Tally how many lines in the data hold the word "setLineDash", and give the result with no other text.

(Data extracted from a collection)
+ + + + +

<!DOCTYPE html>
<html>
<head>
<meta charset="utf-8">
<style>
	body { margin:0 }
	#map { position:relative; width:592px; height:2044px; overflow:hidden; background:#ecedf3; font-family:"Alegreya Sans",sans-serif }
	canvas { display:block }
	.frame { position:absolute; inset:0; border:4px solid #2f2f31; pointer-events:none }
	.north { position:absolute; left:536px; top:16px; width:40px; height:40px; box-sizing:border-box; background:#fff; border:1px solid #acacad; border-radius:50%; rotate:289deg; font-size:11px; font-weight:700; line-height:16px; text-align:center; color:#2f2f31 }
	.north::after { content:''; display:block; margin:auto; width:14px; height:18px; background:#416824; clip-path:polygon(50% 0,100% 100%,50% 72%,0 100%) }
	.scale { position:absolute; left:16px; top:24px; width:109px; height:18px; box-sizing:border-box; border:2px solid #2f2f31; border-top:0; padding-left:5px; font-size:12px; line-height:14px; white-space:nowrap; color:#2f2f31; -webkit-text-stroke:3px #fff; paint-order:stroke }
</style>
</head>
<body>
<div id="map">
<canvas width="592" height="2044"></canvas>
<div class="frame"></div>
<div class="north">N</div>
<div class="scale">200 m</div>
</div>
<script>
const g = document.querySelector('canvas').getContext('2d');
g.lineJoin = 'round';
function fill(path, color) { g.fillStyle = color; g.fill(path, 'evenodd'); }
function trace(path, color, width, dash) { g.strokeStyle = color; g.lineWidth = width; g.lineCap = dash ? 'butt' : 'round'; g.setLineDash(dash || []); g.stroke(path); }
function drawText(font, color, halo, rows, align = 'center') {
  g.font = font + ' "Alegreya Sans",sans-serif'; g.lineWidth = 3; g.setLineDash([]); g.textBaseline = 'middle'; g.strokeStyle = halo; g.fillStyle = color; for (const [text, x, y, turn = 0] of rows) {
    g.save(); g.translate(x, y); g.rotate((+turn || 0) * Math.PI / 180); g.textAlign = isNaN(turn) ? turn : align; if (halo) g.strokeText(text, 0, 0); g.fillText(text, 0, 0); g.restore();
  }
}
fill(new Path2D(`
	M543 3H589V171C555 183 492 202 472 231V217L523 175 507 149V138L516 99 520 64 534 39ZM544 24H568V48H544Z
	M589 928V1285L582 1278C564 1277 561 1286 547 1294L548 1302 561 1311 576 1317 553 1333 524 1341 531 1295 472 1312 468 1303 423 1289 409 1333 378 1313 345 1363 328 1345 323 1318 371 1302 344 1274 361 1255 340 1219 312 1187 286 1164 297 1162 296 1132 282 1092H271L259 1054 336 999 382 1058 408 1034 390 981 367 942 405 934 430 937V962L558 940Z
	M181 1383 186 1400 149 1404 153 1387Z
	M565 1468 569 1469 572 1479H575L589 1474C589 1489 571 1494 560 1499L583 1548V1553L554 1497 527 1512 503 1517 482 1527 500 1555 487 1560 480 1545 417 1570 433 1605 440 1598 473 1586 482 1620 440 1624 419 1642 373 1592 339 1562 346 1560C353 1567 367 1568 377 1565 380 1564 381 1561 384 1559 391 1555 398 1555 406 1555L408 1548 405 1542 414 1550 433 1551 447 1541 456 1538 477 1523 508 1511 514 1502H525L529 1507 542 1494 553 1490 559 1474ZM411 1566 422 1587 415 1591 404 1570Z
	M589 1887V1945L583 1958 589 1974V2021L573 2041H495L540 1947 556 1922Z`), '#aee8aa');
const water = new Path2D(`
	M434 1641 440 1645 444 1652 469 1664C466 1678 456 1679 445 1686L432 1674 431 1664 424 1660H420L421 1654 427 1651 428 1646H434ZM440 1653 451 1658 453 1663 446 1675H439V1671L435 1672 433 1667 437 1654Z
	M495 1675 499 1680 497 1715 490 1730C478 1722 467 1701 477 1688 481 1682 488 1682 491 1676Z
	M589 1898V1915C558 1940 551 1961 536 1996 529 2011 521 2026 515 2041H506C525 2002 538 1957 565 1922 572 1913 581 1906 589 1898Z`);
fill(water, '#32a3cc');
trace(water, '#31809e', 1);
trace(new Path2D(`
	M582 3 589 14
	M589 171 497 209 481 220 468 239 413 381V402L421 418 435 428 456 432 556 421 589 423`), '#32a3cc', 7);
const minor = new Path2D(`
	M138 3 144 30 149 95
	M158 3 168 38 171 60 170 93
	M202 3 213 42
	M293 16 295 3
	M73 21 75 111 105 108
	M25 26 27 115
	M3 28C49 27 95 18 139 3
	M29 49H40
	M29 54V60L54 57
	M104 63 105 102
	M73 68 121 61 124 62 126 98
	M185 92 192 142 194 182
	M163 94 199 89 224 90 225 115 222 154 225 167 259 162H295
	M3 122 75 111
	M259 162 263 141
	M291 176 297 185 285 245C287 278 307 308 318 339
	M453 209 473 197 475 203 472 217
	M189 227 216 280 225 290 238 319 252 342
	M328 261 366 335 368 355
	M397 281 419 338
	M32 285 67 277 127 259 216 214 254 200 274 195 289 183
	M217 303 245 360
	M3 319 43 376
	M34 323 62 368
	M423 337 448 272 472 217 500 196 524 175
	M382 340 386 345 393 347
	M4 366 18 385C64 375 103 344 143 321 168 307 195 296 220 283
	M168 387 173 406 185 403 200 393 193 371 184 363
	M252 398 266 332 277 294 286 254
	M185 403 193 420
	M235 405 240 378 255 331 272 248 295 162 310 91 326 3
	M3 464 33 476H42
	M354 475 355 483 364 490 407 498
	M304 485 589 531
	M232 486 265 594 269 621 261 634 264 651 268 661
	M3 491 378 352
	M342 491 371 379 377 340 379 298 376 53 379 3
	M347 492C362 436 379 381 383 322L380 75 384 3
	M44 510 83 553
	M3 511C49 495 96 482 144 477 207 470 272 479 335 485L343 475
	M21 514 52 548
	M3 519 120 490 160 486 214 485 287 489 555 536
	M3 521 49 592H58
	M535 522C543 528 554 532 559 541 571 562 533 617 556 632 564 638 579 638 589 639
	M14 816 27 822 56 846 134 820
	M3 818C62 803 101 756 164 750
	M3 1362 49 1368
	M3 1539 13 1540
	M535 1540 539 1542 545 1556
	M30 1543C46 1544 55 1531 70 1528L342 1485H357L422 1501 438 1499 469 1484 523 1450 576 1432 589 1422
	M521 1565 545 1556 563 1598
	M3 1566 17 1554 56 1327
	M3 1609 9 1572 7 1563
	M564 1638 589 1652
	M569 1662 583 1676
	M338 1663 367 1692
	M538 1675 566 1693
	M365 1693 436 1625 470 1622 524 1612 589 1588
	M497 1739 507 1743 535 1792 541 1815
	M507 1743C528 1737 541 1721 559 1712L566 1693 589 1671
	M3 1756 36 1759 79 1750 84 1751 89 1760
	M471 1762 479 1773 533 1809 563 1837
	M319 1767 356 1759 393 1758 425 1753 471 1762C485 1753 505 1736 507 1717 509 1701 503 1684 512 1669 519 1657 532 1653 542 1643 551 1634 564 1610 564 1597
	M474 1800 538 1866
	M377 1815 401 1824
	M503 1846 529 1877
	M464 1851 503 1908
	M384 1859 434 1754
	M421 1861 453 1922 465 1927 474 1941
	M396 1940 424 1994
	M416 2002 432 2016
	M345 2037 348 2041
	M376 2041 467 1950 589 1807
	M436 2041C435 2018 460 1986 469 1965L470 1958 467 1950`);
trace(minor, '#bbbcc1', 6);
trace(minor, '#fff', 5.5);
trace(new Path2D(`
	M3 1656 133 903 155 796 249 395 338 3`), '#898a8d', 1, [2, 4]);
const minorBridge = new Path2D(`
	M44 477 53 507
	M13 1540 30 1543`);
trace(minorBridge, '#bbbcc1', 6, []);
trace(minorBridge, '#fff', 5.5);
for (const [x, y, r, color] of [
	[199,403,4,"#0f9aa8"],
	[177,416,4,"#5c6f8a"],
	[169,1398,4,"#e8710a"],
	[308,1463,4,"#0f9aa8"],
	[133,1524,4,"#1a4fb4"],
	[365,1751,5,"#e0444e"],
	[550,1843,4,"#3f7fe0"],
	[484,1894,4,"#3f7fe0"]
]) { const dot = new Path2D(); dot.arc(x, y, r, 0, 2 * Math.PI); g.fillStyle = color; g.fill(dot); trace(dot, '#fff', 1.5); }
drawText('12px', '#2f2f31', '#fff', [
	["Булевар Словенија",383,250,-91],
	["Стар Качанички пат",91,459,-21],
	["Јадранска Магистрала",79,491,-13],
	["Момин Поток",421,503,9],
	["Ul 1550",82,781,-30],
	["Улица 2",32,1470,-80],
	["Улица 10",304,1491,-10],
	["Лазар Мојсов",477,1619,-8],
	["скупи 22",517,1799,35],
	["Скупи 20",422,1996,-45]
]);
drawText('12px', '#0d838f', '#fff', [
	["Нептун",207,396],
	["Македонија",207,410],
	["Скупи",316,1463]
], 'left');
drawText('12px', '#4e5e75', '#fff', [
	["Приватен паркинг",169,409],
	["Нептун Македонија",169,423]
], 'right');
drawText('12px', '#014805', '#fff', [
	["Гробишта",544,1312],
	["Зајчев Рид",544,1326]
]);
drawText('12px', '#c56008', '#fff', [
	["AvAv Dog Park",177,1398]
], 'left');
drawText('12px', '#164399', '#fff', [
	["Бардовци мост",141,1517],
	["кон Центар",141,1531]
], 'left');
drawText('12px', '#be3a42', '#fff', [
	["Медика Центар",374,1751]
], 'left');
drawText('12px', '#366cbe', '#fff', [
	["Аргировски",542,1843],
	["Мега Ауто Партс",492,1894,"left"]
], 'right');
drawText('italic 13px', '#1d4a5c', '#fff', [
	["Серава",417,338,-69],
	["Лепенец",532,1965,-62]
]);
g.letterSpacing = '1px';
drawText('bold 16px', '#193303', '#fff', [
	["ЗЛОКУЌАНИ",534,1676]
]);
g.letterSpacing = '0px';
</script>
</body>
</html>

+ + + + +

SOLUTION TO THE EXERCISE:
2